Chiedono troppo, a parer di qualcuno. Vorrebbero essere compresi, adulati e valorizzati dal datore di lavoro. E se percepiscono qualcosa che non va secondo i loro piani, cominciano ad avvertire quella latente insoddisfazione lavorativa che già li opprime, anche se sono passati solo 3 mesi dall’inizio della carriera. 

Incarnano, in sostanza, la tipica caratteristica millennial: l’impazienza. Non sanno aspettare e vogliono tutto, subito. 

Le 3 cause dell’insoddisfazione lavorativa generazionale

1. In primo luogo, la paura del futuro. Secondo il Censis, solo il 16% dei giovani non teme il futuro. Il 32% non sa cosa accadrà con l’avanzare del tempo e pensa a cosa ne sarà della terza età, mentre il restante 22% è molto incerto e disorientato a riguardo. Prevedibile, se consideriamo che sono cresciuti contemplando da lontano la sicurezza lavorativa di genitori e nonni, il posto fisso, l’indeterminato, lo stipendio a cui sono quasi sicuri di non potersi mai nemmeno avvicinare e tutto ciò che ne consegue. Sono anche circondati da allarmismi gratuiti: anziani che elargiscono continue docce fredde sparando a zero frasi come “la vostra generazione è destinata all’insicurezza”.
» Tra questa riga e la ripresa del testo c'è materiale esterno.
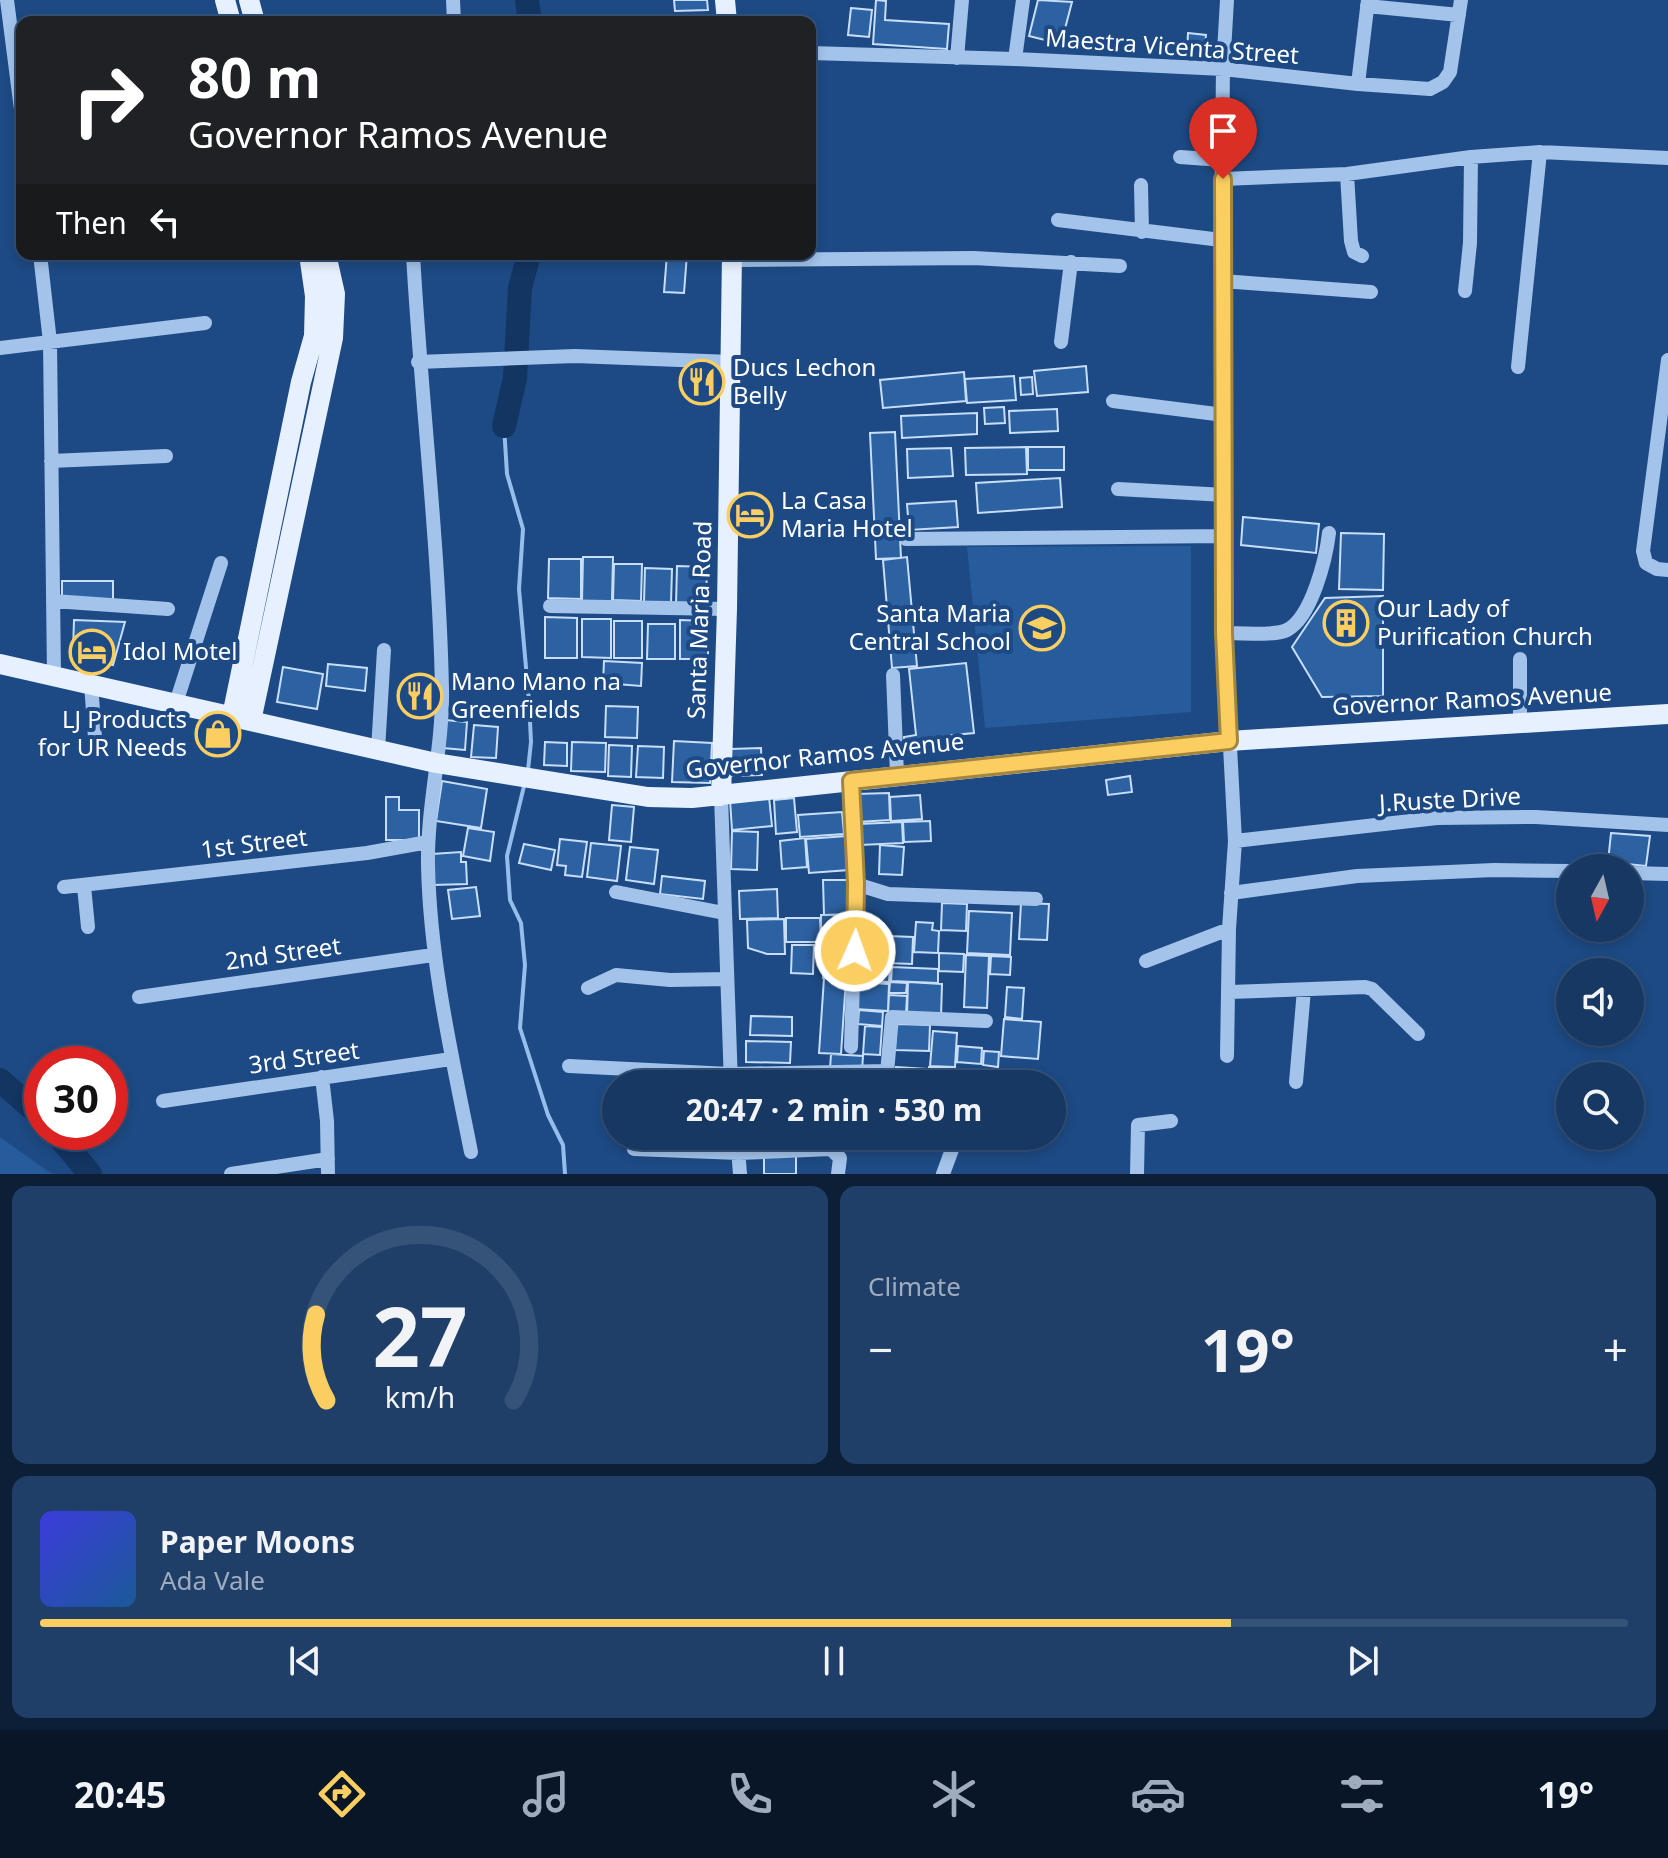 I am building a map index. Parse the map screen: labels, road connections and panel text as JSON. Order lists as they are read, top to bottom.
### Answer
{
  "streets": {
    "main road": ["Santa Maria Road", "Governor Ramos Avenue"],
    "street": [
      "Maestra Vicenta Street",
      "J.Ruste Drive",
      "1st Street",
      "2nd Street",
      "3rd Street"
    ]
  },
  "crossings": [
    ["Santa Maria Road", "Governor Ramos Avenue"]
  ],
  "places": {
    "restaurant": ["Ducs Lechon Belly", "Mano Mano na Greenfields"],
    "hotel": ["La Casa Maria Hotel", "Idol Motel"],
    "building": ["Our Lady of Purification Church"],
    "school or university": ["Santa Maria Central School"],
    "shop": ["LJ Products for UR Needs"]
  },
  "north": "bottom",
  "page": {
    "turn": ["80 m", "Governor Ramos Avenue"],
    "then": "Then",
    "limit": "30",
    "trip": "20:47 · 2 min · 530 m",
    "tile": "Climate",
    "heat": ["−", "19°", "+"],
    "song": ["Paper Moons", "Ada Vale"],
    "tabs": ["20:45", "19°"],
    "gauge": ["27", "km/h"]
  }
} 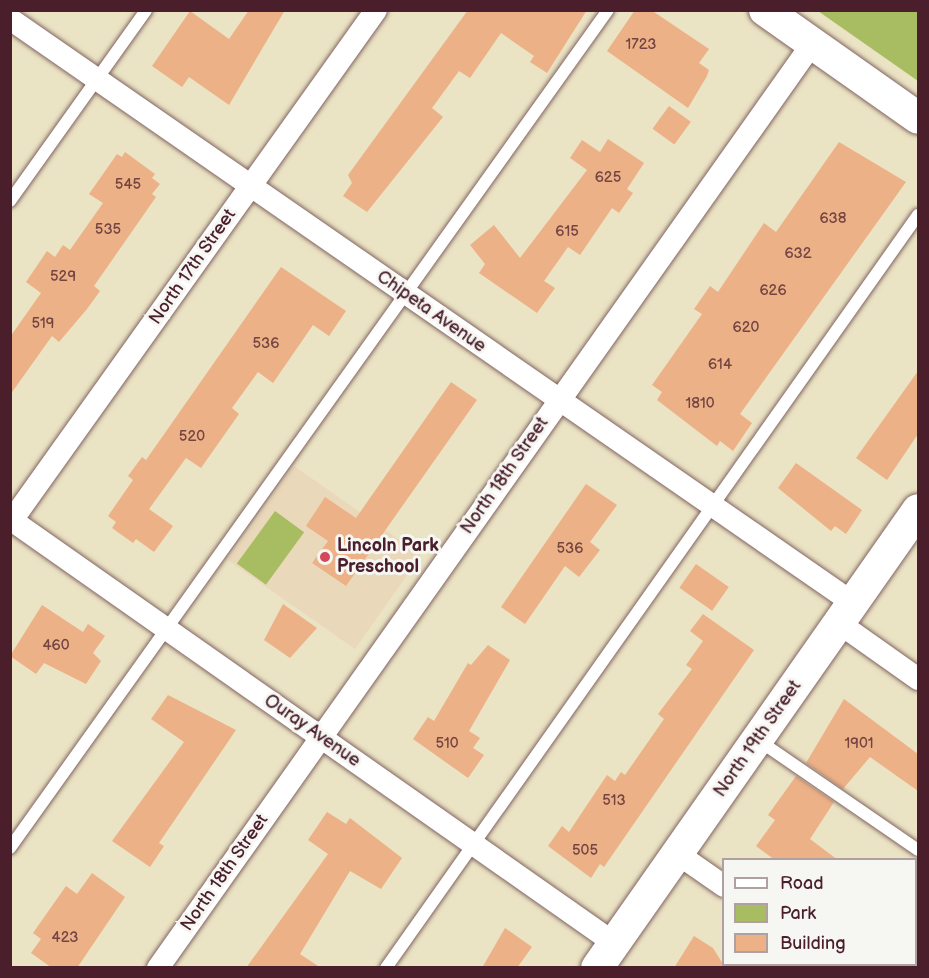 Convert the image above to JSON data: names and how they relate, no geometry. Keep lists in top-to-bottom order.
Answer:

2. Poi, lo studio. La cultura della “gavetta” è venuta meno. Dopo tre o cinque anni sui libri, dopo aver investito sull’istruzione con la speranza di trovare un futuro roseo e una strada spianata appena varcate le porte del mondo del lavoro, i genZer non vogliono più attendere per vedere i propri sogni realizzati.

3. La pandemia, al solito. È evidente che la genZ sia stata tra le più colpite dal tracollo lavorativo degli ultimi anni. Il Pew Research Center ha registrato che a marzo dell’anno scorso circa il 50% degli under 25 negli Usa affermava di non ricevere una retribuzione a causa della pandemia. «In generale loro stanno vivendo l’esperienza del più grande trauma nazionale dalla Grande Depressione e dalla Seconda Guerra Mondiale», ha detto Lauren Stiller Rikleen per Harvard Business Review.

Da grandi capacità derivano grandi dilemmi

Gli under 30 sono più flessibili, più competenti, più attivi e più ambiziosi, ma anche più insicuri delle elder generations. Aggiungiamo, poi, che si tratta della generazione in assoluto più diversificata a livello razziale e più interessata ai diritti delle minoranze, più progressista e più socialmente coinvolta e attiva. Tutti elementi che creano un cocktail di talento e inquietudine figlio del suo tempo. 

Per questo i genZer mettono al primo posto benessere mentale e comprensione anche sul posto di lavoro. Questa costante insoddisfazione lavorativa, quindi, non è un’irragionevolezza giovanile.